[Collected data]
Segment Open
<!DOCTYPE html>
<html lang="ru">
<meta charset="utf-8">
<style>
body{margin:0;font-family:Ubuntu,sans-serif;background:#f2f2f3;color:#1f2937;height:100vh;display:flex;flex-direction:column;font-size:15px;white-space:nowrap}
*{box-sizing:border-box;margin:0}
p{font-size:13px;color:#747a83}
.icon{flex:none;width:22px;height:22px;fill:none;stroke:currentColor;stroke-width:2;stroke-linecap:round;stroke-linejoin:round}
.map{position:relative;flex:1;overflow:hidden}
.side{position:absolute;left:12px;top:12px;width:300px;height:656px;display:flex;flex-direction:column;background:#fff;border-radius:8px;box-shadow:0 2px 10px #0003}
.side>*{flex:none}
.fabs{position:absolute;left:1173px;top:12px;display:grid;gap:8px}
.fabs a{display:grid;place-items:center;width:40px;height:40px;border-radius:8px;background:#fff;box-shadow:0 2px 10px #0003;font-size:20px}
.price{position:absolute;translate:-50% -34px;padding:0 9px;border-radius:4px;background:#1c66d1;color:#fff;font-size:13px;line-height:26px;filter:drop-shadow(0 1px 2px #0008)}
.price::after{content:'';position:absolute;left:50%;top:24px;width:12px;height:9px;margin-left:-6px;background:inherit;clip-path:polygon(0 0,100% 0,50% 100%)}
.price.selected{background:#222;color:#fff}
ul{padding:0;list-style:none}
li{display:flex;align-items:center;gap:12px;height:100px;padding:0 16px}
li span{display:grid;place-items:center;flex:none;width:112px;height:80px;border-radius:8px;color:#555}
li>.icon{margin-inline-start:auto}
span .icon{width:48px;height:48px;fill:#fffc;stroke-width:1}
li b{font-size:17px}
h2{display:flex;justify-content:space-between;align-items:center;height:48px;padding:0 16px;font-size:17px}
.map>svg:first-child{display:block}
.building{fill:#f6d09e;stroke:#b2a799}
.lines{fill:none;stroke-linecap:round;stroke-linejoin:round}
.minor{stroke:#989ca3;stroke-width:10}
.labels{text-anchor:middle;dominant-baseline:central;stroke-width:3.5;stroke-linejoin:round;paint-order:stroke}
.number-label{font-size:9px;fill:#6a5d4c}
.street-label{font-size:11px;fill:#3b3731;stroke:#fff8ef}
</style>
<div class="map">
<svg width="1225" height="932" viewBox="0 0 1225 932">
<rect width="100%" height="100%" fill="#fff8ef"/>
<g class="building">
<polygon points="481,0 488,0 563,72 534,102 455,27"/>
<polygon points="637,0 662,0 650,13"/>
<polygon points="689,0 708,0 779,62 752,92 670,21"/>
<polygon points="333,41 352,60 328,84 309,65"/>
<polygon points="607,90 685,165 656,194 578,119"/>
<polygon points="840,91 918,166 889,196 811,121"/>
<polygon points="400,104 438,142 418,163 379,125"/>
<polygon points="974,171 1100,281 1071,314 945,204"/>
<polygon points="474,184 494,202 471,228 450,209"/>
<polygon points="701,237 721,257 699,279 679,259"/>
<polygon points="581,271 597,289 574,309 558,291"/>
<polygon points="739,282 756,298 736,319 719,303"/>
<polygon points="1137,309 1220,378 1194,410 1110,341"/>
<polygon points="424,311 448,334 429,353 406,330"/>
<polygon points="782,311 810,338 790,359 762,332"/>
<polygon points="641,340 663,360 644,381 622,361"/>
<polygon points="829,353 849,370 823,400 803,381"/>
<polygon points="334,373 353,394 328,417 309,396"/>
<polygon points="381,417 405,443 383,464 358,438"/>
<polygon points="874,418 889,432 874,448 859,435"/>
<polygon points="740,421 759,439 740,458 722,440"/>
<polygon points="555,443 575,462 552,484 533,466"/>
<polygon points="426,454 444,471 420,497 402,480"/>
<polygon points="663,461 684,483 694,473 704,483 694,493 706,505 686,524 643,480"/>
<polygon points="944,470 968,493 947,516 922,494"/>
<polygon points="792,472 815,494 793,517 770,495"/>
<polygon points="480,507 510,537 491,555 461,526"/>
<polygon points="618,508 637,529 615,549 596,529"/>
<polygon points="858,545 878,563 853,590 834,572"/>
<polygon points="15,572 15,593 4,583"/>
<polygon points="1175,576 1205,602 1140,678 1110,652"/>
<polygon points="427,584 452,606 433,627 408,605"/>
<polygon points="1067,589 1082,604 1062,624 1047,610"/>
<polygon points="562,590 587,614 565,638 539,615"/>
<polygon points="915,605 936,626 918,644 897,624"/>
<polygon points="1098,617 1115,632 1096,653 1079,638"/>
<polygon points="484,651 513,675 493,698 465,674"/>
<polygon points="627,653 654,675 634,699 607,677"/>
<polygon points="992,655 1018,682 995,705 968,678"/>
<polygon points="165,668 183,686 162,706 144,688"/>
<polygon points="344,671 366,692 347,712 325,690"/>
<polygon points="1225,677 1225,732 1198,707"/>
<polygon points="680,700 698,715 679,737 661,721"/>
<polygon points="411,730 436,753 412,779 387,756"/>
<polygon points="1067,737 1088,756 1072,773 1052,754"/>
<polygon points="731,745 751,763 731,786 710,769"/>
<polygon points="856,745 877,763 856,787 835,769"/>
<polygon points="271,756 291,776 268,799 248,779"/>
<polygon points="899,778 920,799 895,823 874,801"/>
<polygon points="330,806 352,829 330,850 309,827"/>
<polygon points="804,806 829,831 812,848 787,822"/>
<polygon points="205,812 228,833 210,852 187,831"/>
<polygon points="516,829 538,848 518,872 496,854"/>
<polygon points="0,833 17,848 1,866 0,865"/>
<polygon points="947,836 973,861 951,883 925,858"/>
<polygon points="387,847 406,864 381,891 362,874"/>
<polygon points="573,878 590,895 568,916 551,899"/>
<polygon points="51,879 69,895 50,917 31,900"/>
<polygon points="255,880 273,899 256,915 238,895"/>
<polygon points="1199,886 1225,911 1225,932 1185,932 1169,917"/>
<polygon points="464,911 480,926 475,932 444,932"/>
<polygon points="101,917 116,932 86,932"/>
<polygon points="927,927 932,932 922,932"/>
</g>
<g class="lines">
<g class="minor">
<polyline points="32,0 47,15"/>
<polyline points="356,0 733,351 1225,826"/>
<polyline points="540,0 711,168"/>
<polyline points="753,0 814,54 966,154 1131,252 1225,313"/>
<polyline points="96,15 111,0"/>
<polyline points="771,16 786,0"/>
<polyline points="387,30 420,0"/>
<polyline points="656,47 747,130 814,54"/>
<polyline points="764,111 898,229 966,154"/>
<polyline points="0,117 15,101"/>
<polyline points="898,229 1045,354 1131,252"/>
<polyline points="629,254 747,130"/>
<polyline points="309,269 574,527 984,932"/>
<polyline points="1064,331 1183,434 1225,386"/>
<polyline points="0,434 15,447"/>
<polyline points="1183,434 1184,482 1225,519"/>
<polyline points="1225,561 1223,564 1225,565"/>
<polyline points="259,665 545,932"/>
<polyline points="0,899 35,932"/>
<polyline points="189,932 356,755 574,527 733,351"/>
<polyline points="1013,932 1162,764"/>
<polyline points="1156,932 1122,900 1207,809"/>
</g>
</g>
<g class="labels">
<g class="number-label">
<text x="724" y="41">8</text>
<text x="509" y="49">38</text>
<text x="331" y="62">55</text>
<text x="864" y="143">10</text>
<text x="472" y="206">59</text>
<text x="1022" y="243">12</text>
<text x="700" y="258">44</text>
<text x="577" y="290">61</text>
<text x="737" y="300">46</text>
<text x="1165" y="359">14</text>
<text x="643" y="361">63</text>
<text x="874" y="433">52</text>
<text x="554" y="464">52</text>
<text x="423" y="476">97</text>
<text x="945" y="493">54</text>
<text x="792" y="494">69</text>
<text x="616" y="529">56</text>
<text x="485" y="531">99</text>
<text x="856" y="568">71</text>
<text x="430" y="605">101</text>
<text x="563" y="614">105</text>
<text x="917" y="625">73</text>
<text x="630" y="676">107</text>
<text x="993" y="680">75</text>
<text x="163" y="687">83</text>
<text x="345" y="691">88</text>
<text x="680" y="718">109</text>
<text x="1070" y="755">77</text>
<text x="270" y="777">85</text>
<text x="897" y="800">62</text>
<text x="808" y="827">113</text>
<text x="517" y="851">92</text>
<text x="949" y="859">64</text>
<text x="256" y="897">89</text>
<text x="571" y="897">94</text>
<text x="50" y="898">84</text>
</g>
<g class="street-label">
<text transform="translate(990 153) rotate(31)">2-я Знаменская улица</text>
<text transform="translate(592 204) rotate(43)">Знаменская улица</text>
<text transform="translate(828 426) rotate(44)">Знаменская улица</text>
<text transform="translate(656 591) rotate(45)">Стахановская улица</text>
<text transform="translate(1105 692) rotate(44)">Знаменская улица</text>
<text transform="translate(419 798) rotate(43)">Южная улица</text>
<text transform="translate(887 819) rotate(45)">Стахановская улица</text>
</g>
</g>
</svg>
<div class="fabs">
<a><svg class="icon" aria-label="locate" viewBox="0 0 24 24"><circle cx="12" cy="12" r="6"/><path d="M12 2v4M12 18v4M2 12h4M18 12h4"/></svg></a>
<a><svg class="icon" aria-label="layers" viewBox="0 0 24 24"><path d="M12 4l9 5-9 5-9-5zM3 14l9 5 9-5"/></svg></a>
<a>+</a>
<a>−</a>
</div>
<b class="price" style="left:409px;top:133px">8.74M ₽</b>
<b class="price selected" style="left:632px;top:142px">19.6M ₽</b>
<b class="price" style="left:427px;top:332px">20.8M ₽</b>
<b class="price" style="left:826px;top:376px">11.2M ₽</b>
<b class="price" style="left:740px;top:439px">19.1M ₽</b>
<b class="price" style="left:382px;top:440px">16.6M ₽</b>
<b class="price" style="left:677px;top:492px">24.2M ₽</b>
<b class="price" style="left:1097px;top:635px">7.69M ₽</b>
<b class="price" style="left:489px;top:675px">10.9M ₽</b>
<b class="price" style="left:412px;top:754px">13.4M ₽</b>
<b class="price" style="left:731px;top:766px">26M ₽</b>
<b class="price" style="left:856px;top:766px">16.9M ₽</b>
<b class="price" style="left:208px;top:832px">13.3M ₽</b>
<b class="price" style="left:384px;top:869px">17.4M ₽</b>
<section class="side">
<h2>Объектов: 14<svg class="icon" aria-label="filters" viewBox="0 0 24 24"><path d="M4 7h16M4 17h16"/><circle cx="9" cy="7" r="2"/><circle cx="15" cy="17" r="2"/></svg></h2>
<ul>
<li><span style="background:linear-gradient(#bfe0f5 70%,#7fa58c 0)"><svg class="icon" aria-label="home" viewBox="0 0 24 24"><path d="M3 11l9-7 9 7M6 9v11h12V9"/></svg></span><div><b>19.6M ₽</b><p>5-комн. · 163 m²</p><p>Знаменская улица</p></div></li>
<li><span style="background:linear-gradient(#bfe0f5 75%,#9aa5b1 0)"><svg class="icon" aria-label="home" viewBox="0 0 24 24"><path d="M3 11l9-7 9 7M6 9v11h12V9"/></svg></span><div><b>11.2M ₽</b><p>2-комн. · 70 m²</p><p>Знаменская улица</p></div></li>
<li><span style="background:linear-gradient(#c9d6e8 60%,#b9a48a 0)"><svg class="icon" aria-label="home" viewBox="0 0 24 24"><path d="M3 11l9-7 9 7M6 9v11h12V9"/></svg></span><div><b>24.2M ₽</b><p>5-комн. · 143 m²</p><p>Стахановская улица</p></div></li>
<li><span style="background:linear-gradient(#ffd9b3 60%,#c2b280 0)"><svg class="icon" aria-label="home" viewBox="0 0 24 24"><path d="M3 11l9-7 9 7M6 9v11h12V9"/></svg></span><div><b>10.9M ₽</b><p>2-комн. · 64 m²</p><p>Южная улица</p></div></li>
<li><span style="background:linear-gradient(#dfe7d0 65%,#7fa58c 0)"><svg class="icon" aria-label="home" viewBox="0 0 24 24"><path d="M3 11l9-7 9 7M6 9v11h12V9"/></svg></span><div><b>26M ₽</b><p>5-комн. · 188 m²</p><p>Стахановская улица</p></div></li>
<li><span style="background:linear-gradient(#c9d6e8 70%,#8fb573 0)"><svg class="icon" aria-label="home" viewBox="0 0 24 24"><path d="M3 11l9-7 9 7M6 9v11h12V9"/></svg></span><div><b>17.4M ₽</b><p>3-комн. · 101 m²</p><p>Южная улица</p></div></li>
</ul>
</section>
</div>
Segment Closed
Segment Open
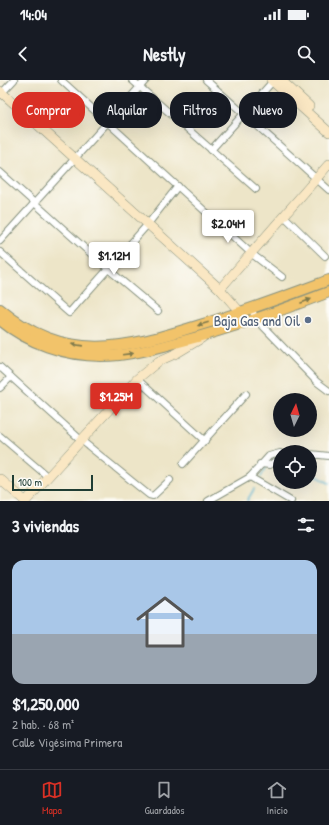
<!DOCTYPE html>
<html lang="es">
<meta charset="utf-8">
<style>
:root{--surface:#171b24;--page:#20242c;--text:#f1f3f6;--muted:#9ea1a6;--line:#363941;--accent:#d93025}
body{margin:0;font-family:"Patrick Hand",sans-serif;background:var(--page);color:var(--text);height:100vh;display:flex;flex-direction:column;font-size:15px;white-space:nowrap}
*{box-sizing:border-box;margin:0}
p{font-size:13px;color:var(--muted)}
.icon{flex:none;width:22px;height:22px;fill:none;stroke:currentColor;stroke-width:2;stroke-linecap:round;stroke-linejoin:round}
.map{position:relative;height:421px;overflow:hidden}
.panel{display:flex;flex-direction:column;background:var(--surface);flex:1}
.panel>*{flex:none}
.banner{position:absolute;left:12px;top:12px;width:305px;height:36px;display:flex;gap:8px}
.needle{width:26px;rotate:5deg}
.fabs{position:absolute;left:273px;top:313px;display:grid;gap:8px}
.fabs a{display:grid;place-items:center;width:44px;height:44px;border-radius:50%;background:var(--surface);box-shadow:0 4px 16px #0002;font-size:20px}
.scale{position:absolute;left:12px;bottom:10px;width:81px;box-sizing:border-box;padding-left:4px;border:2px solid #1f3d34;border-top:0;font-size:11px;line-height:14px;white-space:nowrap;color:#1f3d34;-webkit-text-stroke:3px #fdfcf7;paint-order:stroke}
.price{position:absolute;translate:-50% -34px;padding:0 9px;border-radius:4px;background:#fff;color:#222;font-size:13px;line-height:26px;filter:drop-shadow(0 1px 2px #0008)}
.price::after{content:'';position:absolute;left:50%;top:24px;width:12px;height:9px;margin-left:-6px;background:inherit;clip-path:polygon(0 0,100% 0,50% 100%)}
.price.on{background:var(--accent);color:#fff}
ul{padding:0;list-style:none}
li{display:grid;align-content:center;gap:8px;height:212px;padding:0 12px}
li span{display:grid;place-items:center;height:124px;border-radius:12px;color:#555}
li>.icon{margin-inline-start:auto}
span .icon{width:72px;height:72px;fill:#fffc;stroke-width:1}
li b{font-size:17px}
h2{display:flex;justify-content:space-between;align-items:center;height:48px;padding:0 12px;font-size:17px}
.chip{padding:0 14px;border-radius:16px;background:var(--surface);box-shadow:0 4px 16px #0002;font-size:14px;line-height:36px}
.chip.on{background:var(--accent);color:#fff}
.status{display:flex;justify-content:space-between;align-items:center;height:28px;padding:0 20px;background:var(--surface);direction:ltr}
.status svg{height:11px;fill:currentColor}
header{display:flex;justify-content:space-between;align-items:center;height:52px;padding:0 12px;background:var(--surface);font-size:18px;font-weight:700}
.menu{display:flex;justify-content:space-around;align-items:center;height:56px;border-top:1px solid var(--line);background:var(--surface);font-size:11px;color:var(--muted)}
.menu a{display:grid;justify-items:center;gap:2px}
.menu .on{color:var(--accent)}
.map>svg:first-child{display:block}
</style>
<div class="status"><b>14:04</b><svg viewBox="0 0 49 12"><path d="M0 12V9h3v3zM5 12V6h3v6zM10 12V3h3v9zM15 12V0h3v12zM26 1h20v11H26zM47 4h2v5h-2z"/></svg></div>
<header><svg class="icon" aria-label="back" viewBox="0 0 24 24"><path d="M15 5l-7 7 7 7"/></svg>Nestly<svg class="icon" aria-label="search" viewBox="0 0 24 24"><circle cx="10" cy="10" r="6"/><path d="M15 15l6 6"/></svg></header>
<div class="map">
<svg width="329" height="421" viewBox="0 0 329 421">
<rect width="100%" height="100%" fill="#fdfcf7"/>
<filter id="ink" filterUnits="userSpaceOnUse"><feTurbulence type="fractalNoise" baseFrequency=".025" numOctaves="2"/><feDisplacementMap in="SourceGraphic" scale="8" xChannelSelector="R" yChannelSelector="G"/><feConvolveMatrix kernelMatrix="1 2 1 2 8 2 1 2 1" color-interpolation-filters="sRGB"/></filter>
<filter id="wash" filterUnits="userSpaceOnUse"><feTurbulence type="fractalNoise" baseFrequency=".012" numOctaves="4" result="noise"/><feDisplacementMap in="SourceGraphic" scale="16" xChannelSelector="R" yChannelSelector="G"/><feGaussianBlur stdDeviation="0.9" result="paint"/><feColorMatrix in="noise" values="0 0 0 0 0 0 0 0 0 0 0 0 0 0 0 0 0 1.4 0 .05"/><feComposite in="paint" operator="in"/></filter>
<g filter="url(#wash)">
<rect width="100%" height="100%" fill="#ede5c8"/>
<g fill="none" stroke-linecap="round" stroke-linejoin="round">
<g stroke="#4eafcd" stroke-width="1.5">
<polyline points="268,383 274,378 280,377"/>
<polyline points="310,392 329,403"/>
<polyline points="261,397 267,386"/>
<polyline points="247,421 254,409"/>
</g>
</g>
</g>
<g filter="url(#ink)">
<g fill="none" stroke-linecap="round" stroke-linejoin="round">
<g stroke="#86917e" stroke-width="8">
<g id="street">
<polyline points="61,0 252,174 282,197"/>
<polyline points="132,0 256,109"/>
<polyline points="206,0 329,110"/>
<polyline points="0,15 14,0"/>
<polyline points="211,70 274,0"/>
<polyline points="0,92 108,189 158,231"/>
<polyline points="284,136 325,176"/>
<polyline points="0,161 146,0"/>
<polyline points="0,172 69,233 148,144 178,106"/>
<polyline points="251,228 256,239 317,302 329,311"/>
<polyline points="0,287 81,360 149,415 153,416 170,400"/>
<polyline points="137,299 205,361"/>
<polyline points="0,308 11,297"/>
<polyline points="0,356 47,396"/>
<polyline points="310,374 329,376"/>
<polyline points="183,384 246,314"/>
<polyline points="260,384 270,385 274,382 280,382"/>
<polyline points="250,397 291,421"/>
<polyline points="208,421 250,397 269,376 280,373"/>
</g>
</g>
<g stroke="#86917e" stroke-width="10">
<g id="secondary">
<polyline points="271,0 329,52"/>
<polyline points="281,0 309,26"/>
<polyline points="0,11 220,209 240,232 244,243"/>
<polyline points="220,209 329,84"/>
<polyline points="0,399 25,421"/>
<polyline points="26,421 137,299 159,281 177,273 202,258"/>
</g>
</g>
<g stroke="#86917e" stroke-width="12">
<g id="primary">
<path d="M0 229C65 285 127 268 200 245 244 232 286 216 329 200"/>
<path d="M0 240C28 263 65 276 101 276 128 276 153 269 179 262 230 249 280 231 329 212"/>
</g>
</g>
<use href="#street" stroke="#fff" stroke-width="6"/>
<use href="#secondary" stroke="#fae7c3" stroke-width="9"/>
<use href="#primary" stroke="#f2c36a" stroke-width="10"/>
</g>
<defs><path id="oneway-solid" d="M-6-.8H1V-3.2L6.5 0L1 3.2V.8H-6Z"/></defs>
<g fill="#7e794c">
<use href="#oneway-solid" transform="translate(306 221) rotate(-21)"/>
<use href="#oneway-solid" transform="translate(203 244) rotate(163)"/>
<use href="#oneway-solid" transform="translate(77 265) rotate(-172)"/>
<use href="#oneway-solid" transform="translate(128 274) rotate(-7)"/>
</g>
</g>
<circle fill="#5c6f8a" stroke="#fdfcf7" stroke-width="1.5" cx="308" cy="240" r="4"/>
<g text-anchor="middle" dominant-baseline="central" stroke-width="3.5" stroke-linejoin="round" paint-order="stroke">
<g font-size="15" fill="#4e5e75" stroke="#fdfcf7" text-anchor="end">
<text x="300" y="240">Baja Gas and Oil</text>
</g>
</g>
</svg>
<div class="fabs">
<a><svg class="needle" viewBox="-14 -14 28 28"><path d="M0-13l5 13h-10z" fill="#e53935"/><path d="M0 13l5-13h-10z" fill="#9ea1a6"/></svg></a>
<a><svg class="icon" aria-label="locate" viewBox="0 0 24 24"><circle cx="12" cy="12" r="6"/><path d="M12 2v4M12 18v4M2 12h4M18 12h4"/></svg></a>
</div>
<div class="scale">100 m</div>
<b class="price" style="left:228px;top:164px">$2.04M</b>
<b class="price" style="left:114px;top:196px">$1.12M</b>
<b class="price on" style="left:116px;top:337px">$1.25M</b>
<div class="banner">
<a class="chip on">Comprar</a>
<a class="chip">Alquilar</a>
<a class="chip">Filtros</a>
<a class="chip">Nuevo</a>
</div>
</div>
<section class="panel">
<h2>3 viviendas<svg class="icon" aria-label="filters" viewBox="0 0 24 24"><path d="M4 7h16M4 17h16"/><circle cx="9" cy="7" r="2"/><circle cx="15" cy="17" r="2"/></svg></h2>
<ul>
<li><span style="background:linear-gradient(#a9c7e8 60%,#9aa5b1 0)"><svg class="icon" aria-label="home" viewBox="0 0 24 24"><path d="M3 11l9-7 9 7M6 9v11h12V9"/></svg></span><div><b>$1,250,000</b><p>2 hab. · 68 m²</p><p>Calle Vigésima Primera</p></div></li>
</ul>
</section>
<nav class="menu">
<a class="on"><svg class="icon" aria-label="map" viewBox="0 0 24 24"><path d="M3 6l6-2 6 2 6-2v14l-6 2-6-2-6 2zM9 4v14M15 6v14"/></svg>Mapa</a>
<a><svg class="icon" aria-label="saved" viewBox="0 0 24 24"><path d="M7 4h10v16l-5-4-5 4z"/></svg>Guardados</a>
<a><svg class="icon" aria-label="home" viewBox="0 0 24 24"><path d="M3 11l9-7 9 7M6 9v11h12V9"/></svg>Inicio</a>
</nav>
Segment Closed
### How to complete this task
If a line in the records above contains the string "filters", copy that line out.

### Exercise solution
<h2>Объектов: 14<svg class="icon" aria-label="filters" viewBox="0 0 24 24"><path d="M4 7h16M4 17h16"/><circle cx="9" cy="7" r="2"/><circle cx="15" cy="17" r="2"/></svg></h2>
<filter id="ink" filterUnits="userSpaceOnUse"><feTurbulence type="fractalNoise" baseFrequency=".025" numOctaves="2"/><feDisplacementMap in="SourceGraphic" scale="8" xChannelSelector="R" yChannelSelector="G"/><feConvolveMatrix kernelMatrix="1 2 1 2 8 2 1 2 1" color-interpolation-filters="sRGB"/></filter>
<h2>3 viviendas<svg class="icon" aria-label="filters" viewBox="0 0 24 24"><path d="M4 7h16M4 17h16"/><circle cx="9" cy="7" r="2"/><circle cx="15" cy="17" r="2"/></svg></h2>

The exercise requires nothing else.